Take the job that gives you the most freedom to grow. If everything else is roughly equal, look for the ones with flexible time, growth opportunities, etc. That can make a world's worth of difference if you take advantage of them.

S/100/30 said...

f this new opportunity was a good one, you'd know. You'd be excited and scared to take it.

I completely agree.

Anonymous said...

Write down the pro's and con's of each position and make your decision from there. And ask to do the freelance editing on the book you want to work on from your current employer. Did you notify the new company that you will be attending grad school in future? When is that and will you do it part-time or full-time?

Anonymous said...

I'm the first anonymous, and I think there's another point you should consider.

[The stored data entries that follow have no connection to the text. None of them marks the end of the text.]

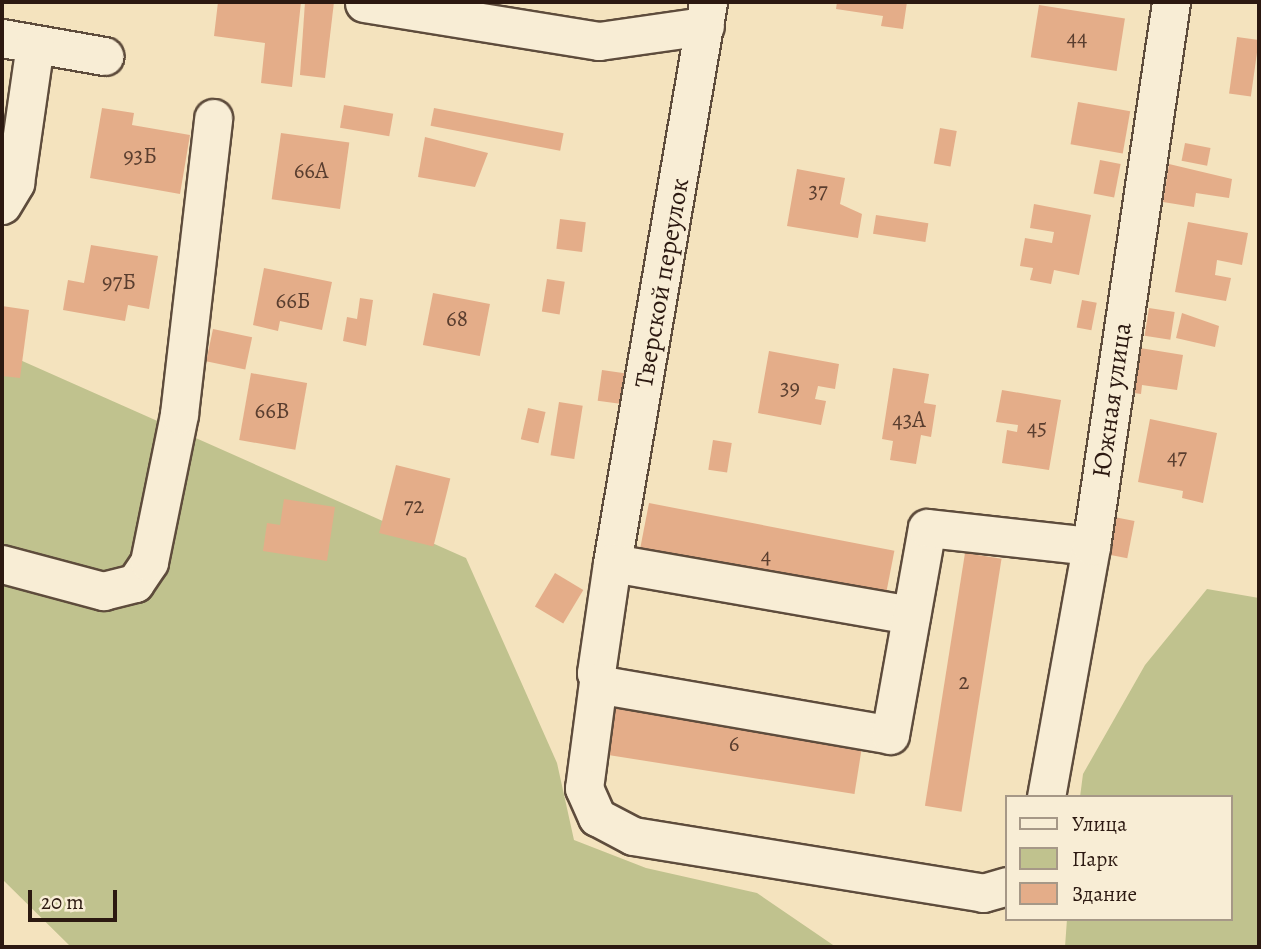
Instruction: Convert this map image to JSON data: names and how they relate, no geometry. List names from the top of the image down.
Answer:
{
  "streets": {
    "street": ["Тверской переулок", "Южная улица"]
  },
  "house_numbers": [
    "44",
    "93Б",
    "66А",
    "37",
    "97Б",
    "66Б",
    "68",
    "39",
    "66В",
    "43А",
    "45",
    "47",
    "72",
    "4",
    "2",
    "6"
  ],
  "legend": ["Улица", "Парк", "Здание"],
  "scale_bar": "20 m"
}
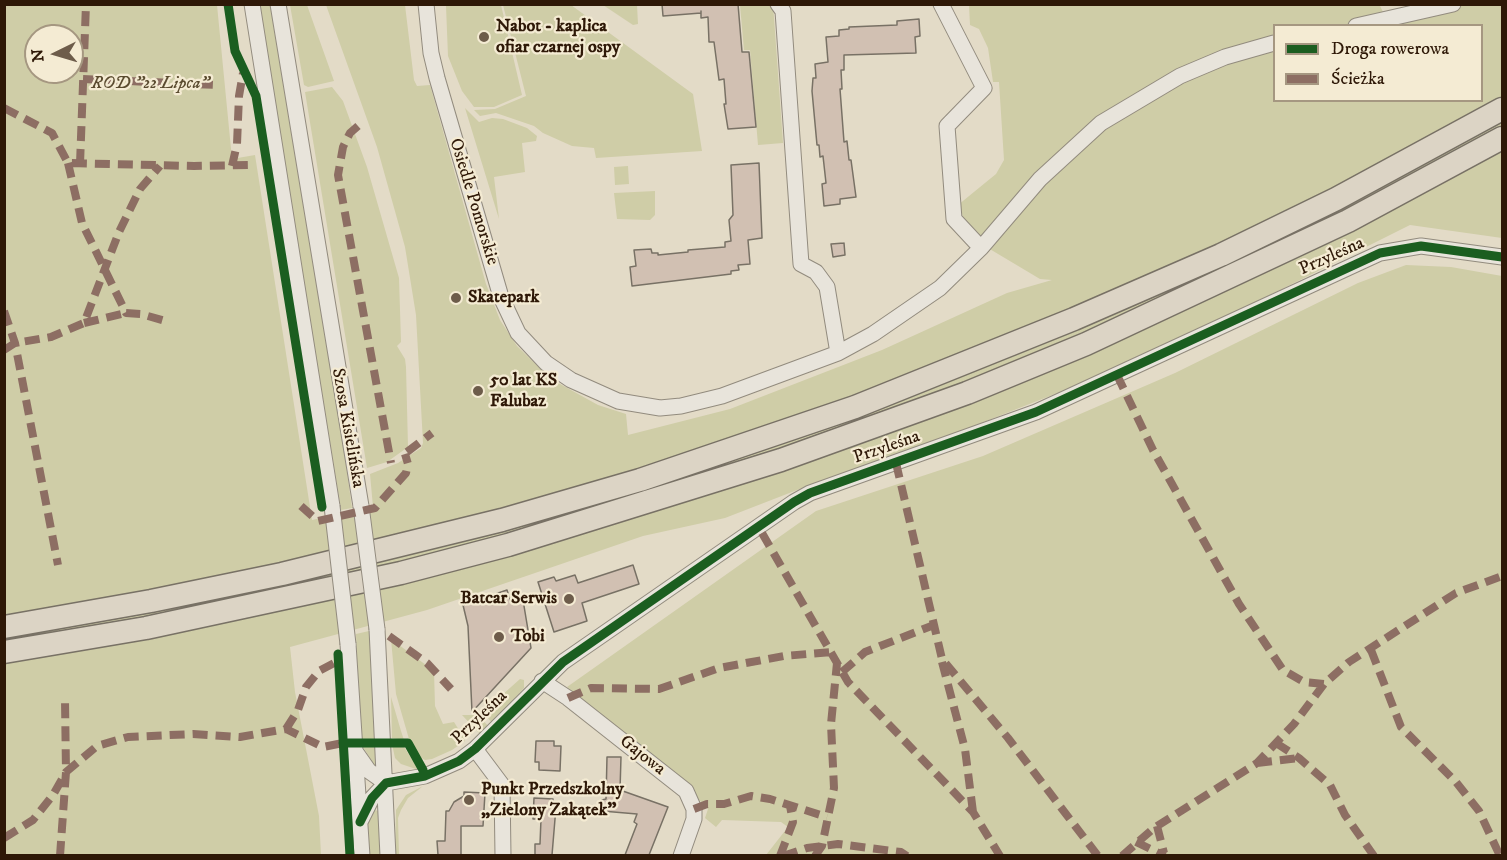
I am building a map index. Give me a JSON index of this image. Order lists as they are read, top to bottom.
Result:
{
  "streets": {
    "street": [
      "Osiedle Pomorskie",
      "Przyleśna",
      "Szosa Kisielińska",
      "Gajowa"
    ]
  },
  "crossings": [
    ["Przyleśna", "Szosa Kisielińska"],
    ["Przyleśna", "Gajowa"]
  ],
  "parks": ["ROD \"22 Lipca\""],
  "places": [
    "Nabot - kaplica ofiar czarnej ospy",
    "Skatepark",
    "50 lat KS Falubaz",
    "Batcar Serwis",
    "Tobi",
    "Punkt Przedszkolny „Zielony Zakątek”"
  ],
  "legend": ["Droga rowerowa", "Ścieżka"],
  "north": "left"
}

Your choice isn't between A and B job. It's between A, B, and all the other opportunities out there. So if B isn't the perfect fit, keep looking until you find it. If you take B, you're stuck there for a while, so it better be the right move for your long term goals.

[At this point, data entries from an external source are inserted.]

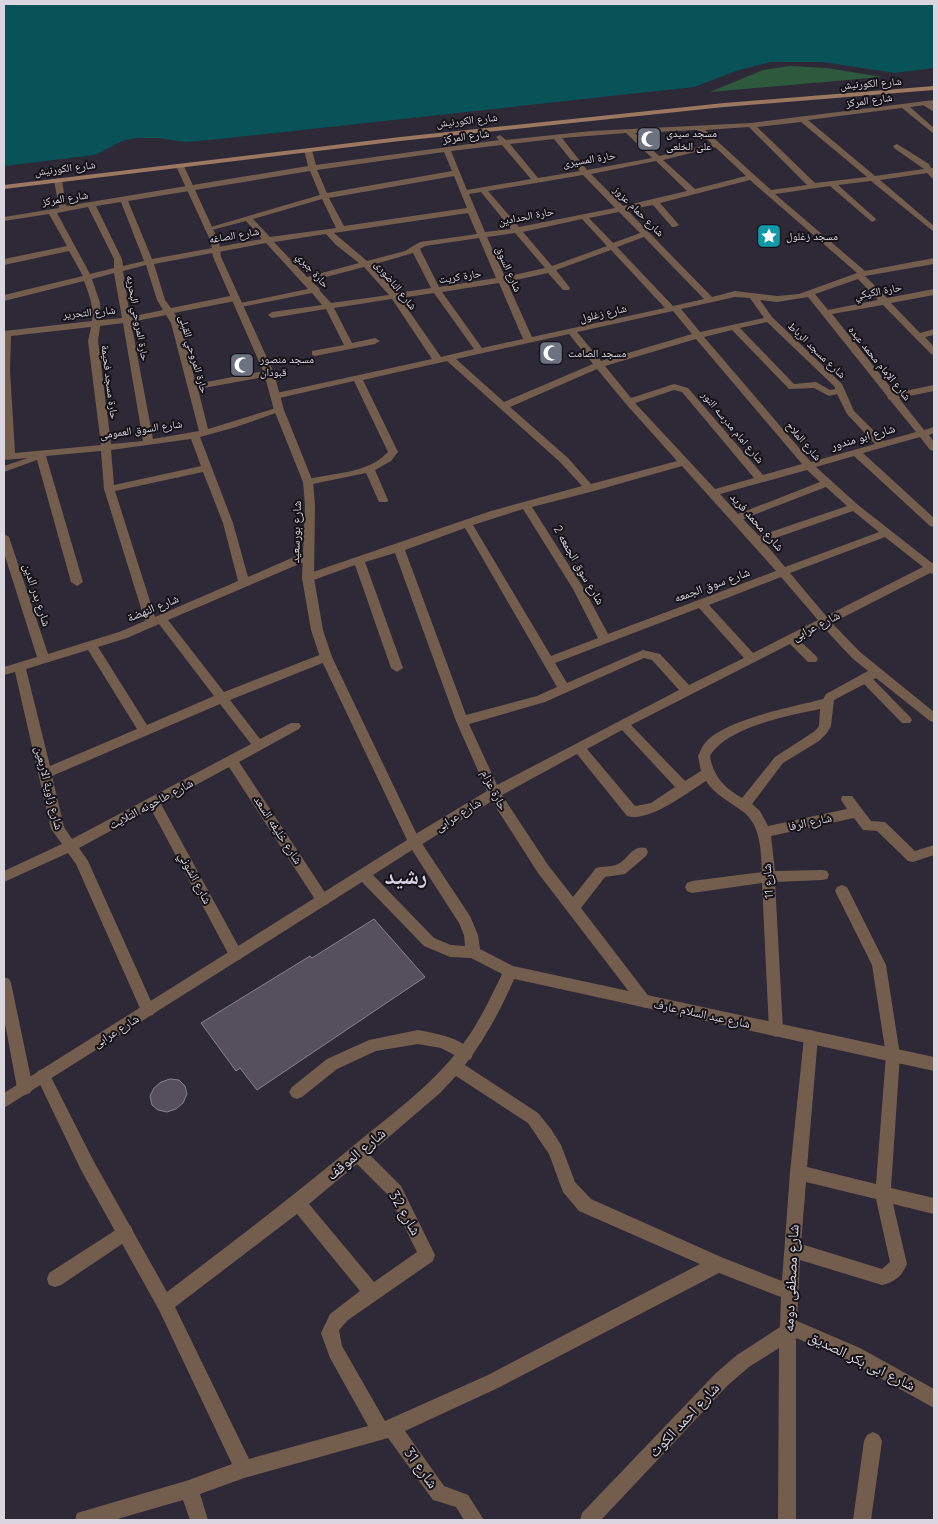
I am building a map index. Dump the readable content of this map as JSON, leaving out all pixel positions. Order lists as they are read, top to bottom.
{
  "streets": {
    "main road": ["شارع الكورنيش"],
    "street": [
      "شارع المركز",
      "حارة المسيرى",
      "شارع حمام عزوز",
      "حارة الحدادين",
      "شارع الصاغه",
      "شارع السوق",
      "حارة جبري",
      "حارة كريت",
      "شارع الناضورى",
      "حارة الكيكي",
      "شارع التحرير",
      "شارع زغلول",
      "حارة المروحي البحريه",
      "شارع مسجد الرباط",
      "حارة المروحي القبلى",
      "شارع الإمام محمد عبده",
      "حارة مسجد فحيمة",
      "شارع امام مدرسه النور",
      "شارع السوق العمومى",
      "شارع ابو مندور",
      "شارع الملاح",
      "شارع محمد فريد",
      "شارع بورسعيد",
      "شارع سوق الجمعه 2",
      "شارع سوق الجمعه",
      "شارع بدر الدين",
      "شارع النهضة",
      "شارع عرابى",
      "شارع زاوية الاربعين",
      "حارة عزام",
      "شارع طاحونه التلايت",
      "شارع الرفا",
      "شارع خليفه السعد",
      "شارع الشوني",
      "شارع 11",
      "شارع عبد السلام عارف",
      "شارع الموقف",
      "شارع 32",
      "شارع مصطفى دومه",
      "شارع ابى بكر الصديق",
      "شارع احمد الكوث",
      "شارع 31"
    ]
  },
  "crossings": [
    ["شارع الكورنيش", "شارع بورسعيد"],
    ["شارع المركز", "شارع حمام عزوز"],
    ["شارع المركز", "شارع السوق"],
    ["شارع المركز", "حارة المروحي البحريه"],
    ["شارع المركز", "حارة المروحي القبلى"],
    ["شارع المركز", "حارة مسجد فحيمة"],
    ["شارع المركز", "شارع بورسعيد"],
    ["حارة المسيرى", "شارع حمام عزوز"],
    ["حارة المسيرى", "شارع السوق"],
    ["شارع حمام عزوز", "حارة الحدادين"],
    ["شارع حمام عزوز", "حارة كريت"],
    ["شارع حمام عزوز", "شارع زغلول"],
    ["حارة الحدادين", "شارع السوق"],
    ["حارة الحدادين", "حارة جبري"],
    ["حارة الحدادين", "شارع الناضورى"],
    ["حارة الحدادين", "شارع الملاح"],
    ["شارع الصاغه", "شارع السوق"],
    ["شارع الصاغه", "حارة جبري"],
    ["شارع الصاغه", "شارع الناضورى"],
    ["شارع الصاغه", "حارة المروحي البحريه"],
    ["شارع الصاغه", "حارة المروحي القبلى"],
    ["شارع الصاغه", "حارة مسجد فحيمة"],
    ["شارع الصاغه", "شارع بورسعيد"],
    ["شارع السوق", "حارة كريت"],
    ["شارع السوق", "شارع زغلول"],
    ["حارة جبري", "حارة كريت"],
    ["حارة جبري", "شارع التحرير"],
    ["حارة كريت", "شارع الناضورى"],
    ["حارة كريت", "شارع الملاح"],
    ["شارع الناضورى", "شارع زغلول"],
    ["حارة الكيكي", "شارع الإمام محمد عبده"],
    ["شارع التحرير", "حارة المروحي البحريه"],
    ["شارع التحرير", "حارة المروحي القبلى"],
    ["شارع التحرير", "حارة مسجد فحيمة"],
    ["شارع التحرير", "شارع بورسعيد"],
    ["شارع زغلول", "شارع مسجد الرباط"],
    ["شارع زغلول", "شارع الإمام محمد عبده"],
    ["شارع زغلول", "شارع الملاح"],
    ["شارع زغلول", "شارع محمد فريد"],
    ["شارع زغلول", "شارع بورسعيد"],
    ["حارة المروحي البحريه", "شارع السوق العمومى"],
    ["شارع مسجد الرباط", "شارع ابو مندور"],
    ["حارة المروحي القبلى", "شارع السوق العمومى"],
    ["حارة المروحي القبلى", "شارع النهضة"],
    ["شارع الإمام محمد عبده", "شارع ابو مندور"],
    ["حارة مسجد فحيمة", "شارع السوق العمومى"],
    ["حارة مسجد فحيمة", "شارع النهضة"],
    ["حارة مسجد فحيمة", "شارع طاحونه التلايت"],
    ["شارع امام مدرسه النور", "شارع ابو مندور"],
    ["شارع امام مدرسه النور", "شارع محمد فريد"],
    ["شارع السوق العمومى", "شارع بورسعيد"],
    ["شارع ابو مندور", "شارع الملاح"],
    ["شارع ابو مندور", "شارع محمد فريد"],
    ["شارع الملاح", "شارع سوق الجمعه"],
    ["شارع الملاح", "شارع عرابى"],
    ["شارع محمد فريد", "شارع سوق الجمعه"],
    ["شارع محمد فريد", "شارع عرابى"],
    ["شارع بورسعيد", "شارع النهضة"],
    ["شارع بورسعيد", "شارع عرابى"],
    ["شارع سوق الجمعه 2", "شارع سوق الجمعه"],
    ["شارع بدر الدين", "شارع النهضة"],
    ["شارع النهضة", "شارع زاوية الاربعين"],
    ["شارع عرابى", "شارع زاوية الاربعين"],
    ["شارع عرابى", "حارة عزام"],
    ["شارع عرابى", "شارع خليفه السعد"],
    ["شارع عرابى", "شارع الشوني"],
    ["شارع عرابى", "شارع عبد السلام عارف"],
    ["شارع زاوية الاربعين", "شارع طاحونه التلايت"],
    ["حارة عزام", "شارع عبد السلام عارف"],
    ["شارع طاحونه التلايت", "شارع خليفه السعد"],
    ["شارع طاحونه التلايت", "شارع الشوني"],
    ["شارع الرفا", "شارع 11"],
    ["شارع 11", "شارع عبد السلام عارف"],
    ["شارع عبد السلام عارف", "شارع الموقف"],
    ["شارع عبد السلام عارف", "شارع مصطفى دومه"],
    ["شارع الموقف", "شارع 32"],
    ["شارع 32", "شارع 31"],
    ["شارع مصطفى دومه", "شارع ابى بكر الصديق"],
    ["شارع مصطفى دومه", "شارع احمد الكوث"],
    ["شارع ابى بكر الصديق", "شارع احمد الكوث"]
  ],
  "districts": ["رشيد"],
  "places": {
    "mosque": ["مسجد سيدى على الخلعى", "مسجد الصامت", "مسجد منصور قبودان"],
    "place": ["مسجد زغلول"]
  }
}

I made a quick career decision to take an offer with a new company a year ago and it was a huge mistake. It's not my dream job. It's better than my old one, but now I'm back in the position of looking for that amazing opportunity. It's out there.

HC said...

In the first place, I would trust your intuition regarding the work environment and your chance to grow in either place. If you feel better about your current job in this regard, great. If you feel better about the other job, go with grace.

But if those are somewhat of a wash, I'd generally argue that different work experiences will make you more prepared for the future, be that grad school, another job entirely, or even haring off to join the circus.

Good luck with whatever you decide. I am sure you will do swimmingly.

Anonymous said...

I agree with pennypincher--prayer DOES work! I have my heart set on one particular job as well, and so far, my prayers have been answered. Anyway--you are REALLY young, and chances are, your dream job may be 10 years away. I'm 32 and I am just now getting a crack at something close to dream job. So don't sweat this one too much.

Escape Brooklyn said...

I agree with anonymous 3:51. I'd just add that you should consider your long-term career plans. Would the new job better prepare you for the *next* job? Or is your current job giving you more valuable experience?

Also, how will they both factor in to your grad school applications? This may be worth considering too.

PiggyBankBlues said...

i've got nothing to add to the already excellent advice you received- i just wanted to say congrats on the offer!

Lorna Tedder said...

Your post reminds me of when I graduated with an English degree and couldn't find a job above minimum wage. Funny thing is, I ended up taking a job with the Dept of Defense as a contract negotiator (3 yrs of interning with 25% raises per year). Most in my field were engineers and business majors but I found that my English degree gave me unique advantages (I could communicate!) in a non-English-major-type career field. Plus, I continued to freelance when I wasn't on the job.

What you do between 20 and 40 gives you the skills to launch into what you're going to thrive at doing in the second half of your life because what really excel at will come forth during that time--and it'll be stuff you never expected but had passion for.

I don't regret any of the job decisions I made in my mid-20's, but looking back, I would have put more emphasis on jobs that I felt that kick inside with instead of ones that felt safe or secure. There's no such thing as job security (even with a Gov't job) and the days can become drudgery. If you go for the job that you feel passionate about or wait/seek out one you feel passionate about, that love of the work will shine through, both in your product and in your attitude--and likely in the raises/bonuses you receive. Having a job you're passionate about, well, it just makes life FUN. Don't settle for less than loving what you're doing. Money is just money but how you spend your time is the truly valuable resource.